The input:
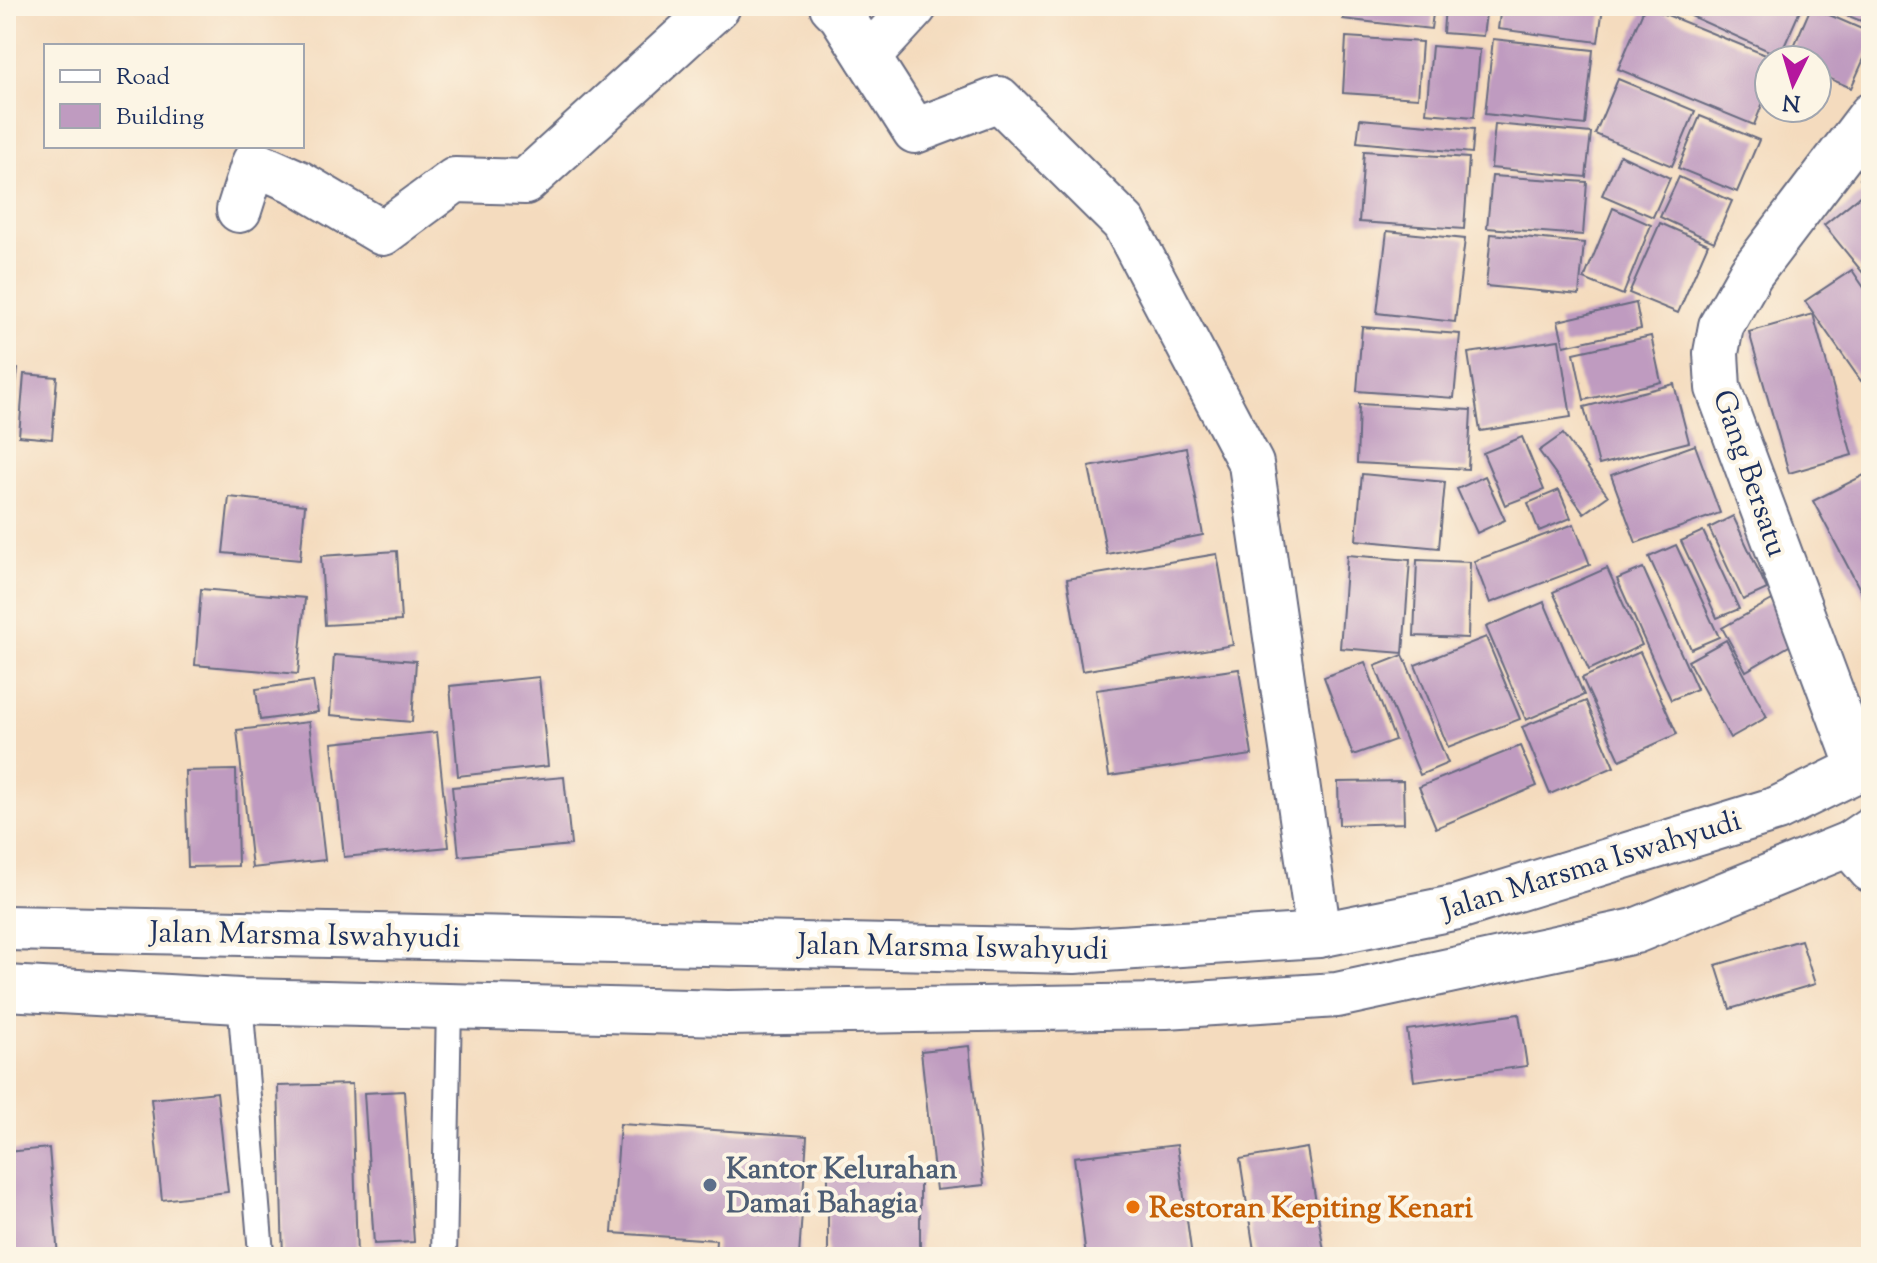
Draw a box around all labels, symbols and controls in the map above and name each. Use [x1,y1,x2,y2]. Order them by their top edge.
legend [44,44,304,148]
north arrow [1753,44,1833,124]
text: Road [116,61,170,95]
text: N [1781,84,1802,118]
text: Building [116,101,205,135]
street label: Gang Bersatu [1700,385,1797,563]
street label: Jalan Marsma Iswahyudi [1435,800,1747,933]
street label: Jalan Marsma Iswahyudi [147,912,461,961]
street label: Jalan Marsma Iswahyudi [795,924,1109,973]
place label: Kantor Kelurahan Damai Bahagia [726,1149,957,1226]
marker: Kantor Kelurahan Damai Bahagia [701,1176,719,1194]
place label: Restoran Kepiting Kenari [1149,1188,1473,1231]
marker: Restoran Kepiting Kenari [1124,1198,1142,1216]

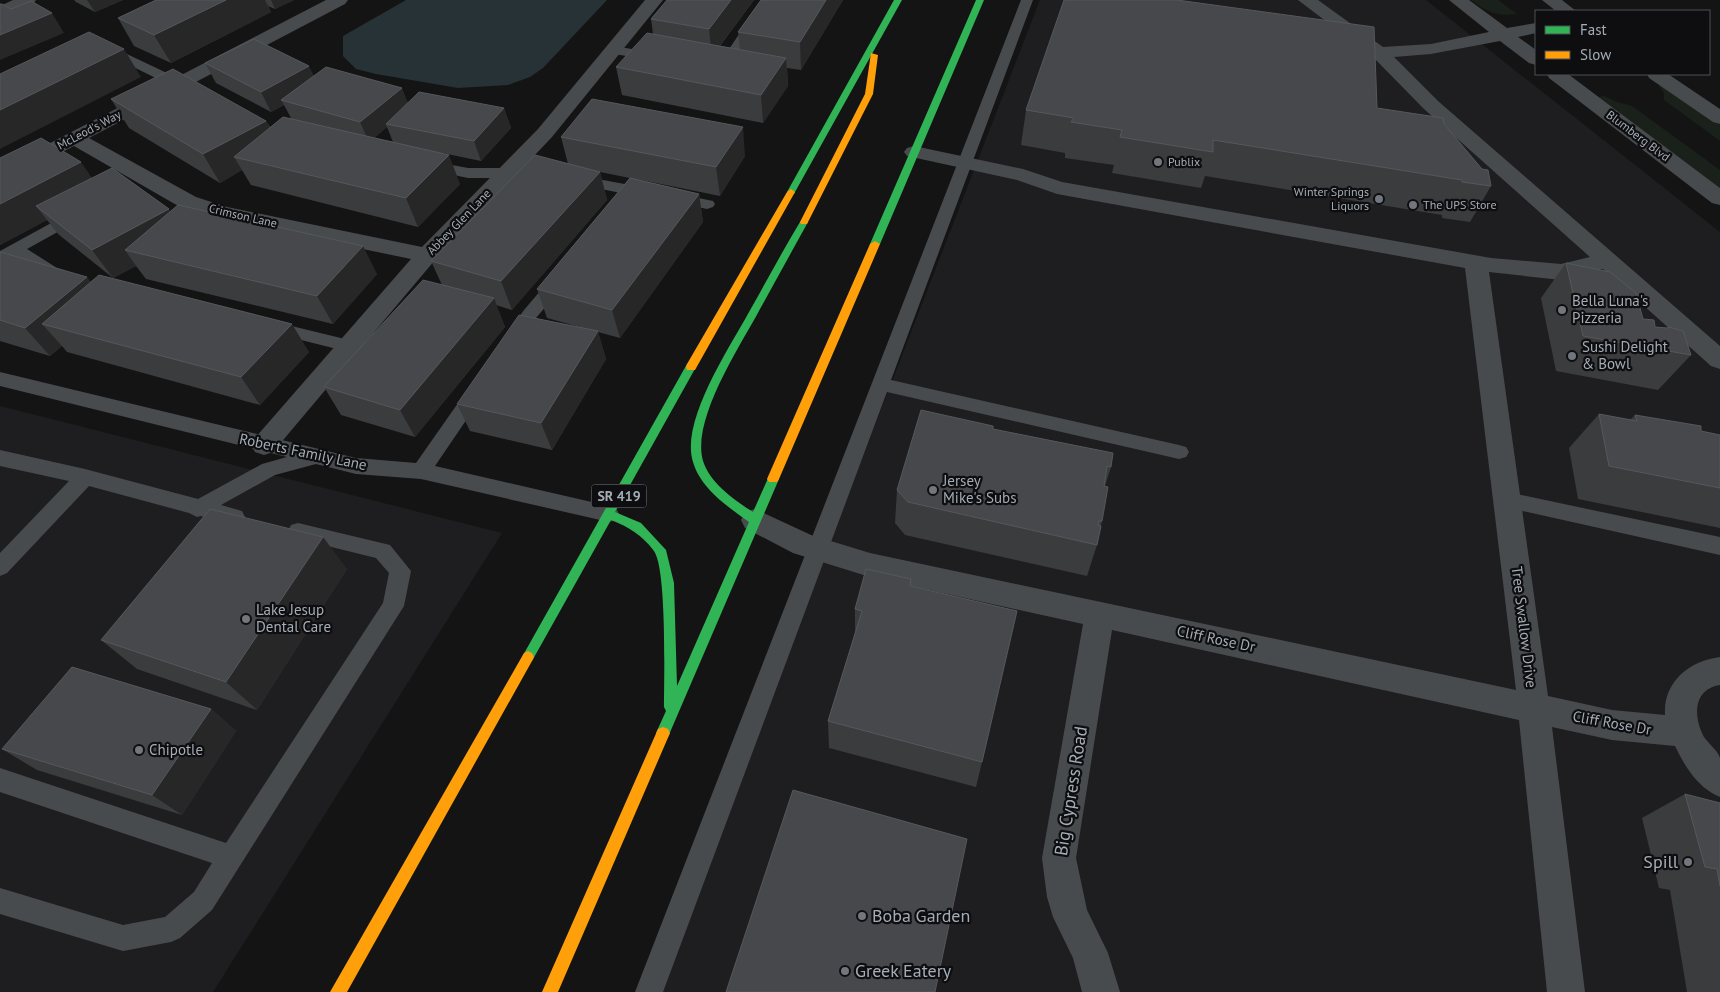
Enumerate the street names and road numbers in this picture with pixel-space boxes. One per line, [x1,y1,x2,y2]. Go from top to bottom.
street label: McLeod's Way [54,106,124,153]
street label: Blumberg Blvd [1604,107,1673,164]
street label: Abbey Glen Lane [424,186,494,258]
street label: Crimson Lane [208,200,279,231]
street label: Roberts Family Lane [238,429,369,474]
road number: SR 419 [592,484,646,508]
street label: Tree Swallow Drive [1508,565,1541,689]
street label: Cliff Rose Dr [1175,621,1257,656]
street label: Cliff Rose Dr [1571,706,1653,739]
street label: Big Cypress Road [1049,725,1092,857]

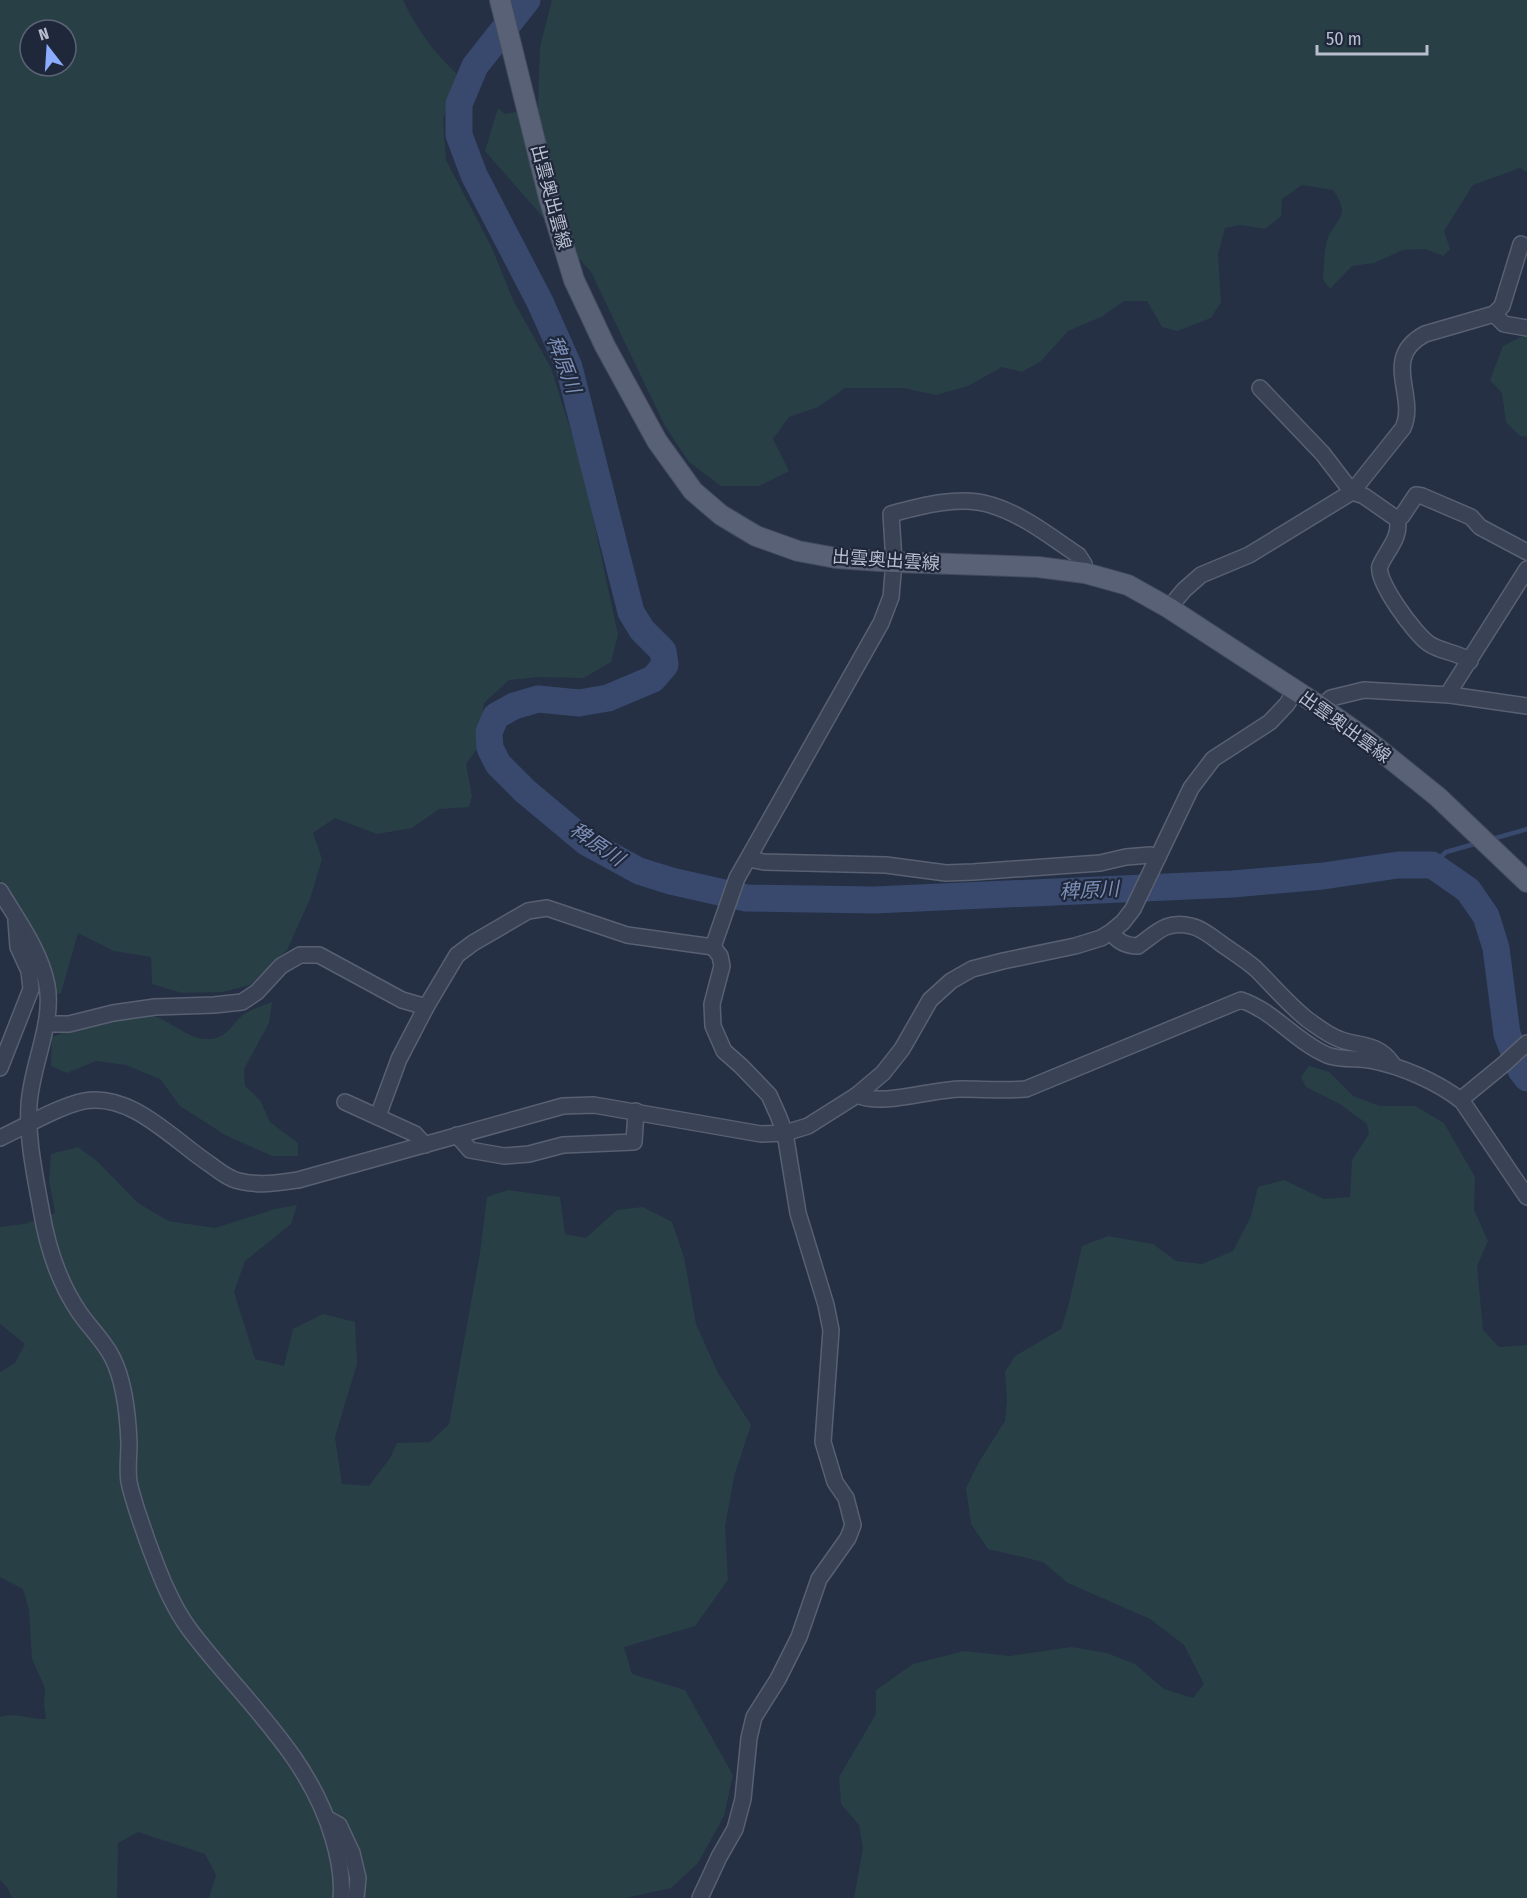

Aim of the task: Except for the pictures, please retype the listing above exactly.

Result of the task:
Draw a box around all labels, symbols and controls in the map above and name each. Use [x1,y1,x2,y2]. Order them by their top edge.
legend [44,44,304,148]
north arrow [1753,44,1833,124]
text: Road [116,61,170,95]
text: N [1781,84,1802,118]
text: Building [116,101,205,135]
street label: Gang Bersatu [1700,385,1797,563]
street label: Jalan Marsma Iswahyudi [1435,800,1747,933]
street label: Jalan Marsma Iswahyudi [147,912,461,961]
street label: Jalan Marsma Iswahyudi [795,924,1109,973]
place label: Kantor Kelurahan Damai Bahagia [726,1149,957,1226]
marker: Kantor Kelurahan Damai Bahagia [701,1176,719,1194]
place label: Restoran Kepiting Kenari [1149,1188,1473,1231]
marker: Restoran Kepiting Kenari [1124,1198,1142,1216]

Enumerate the street names and road numbers in this picture with pixel-space boxes. One per line, [x1,y1,x2,y2]. Go from top to bottom.
street label: McLeod's Way [54,106,124,153]
street label: Blumberg Blvd [1604,107,1673,164]
street label: Abbey Glen Lane [424,186,494,258]
street label: Crimson Lane [208,200,279,231]
street label: Roberts Family Lane [238,429,369,474]
road number: SR 419 [592,484,646,508]
street label: Tree Swallow Drive [1508,565,1541,689]
street label: Cliff Rose Dr [1175,621,1257,656]
street label: Cliff Rose Dr [1571,706,1653,739]
street label: Big Cypress Road [1049,725,1092,857]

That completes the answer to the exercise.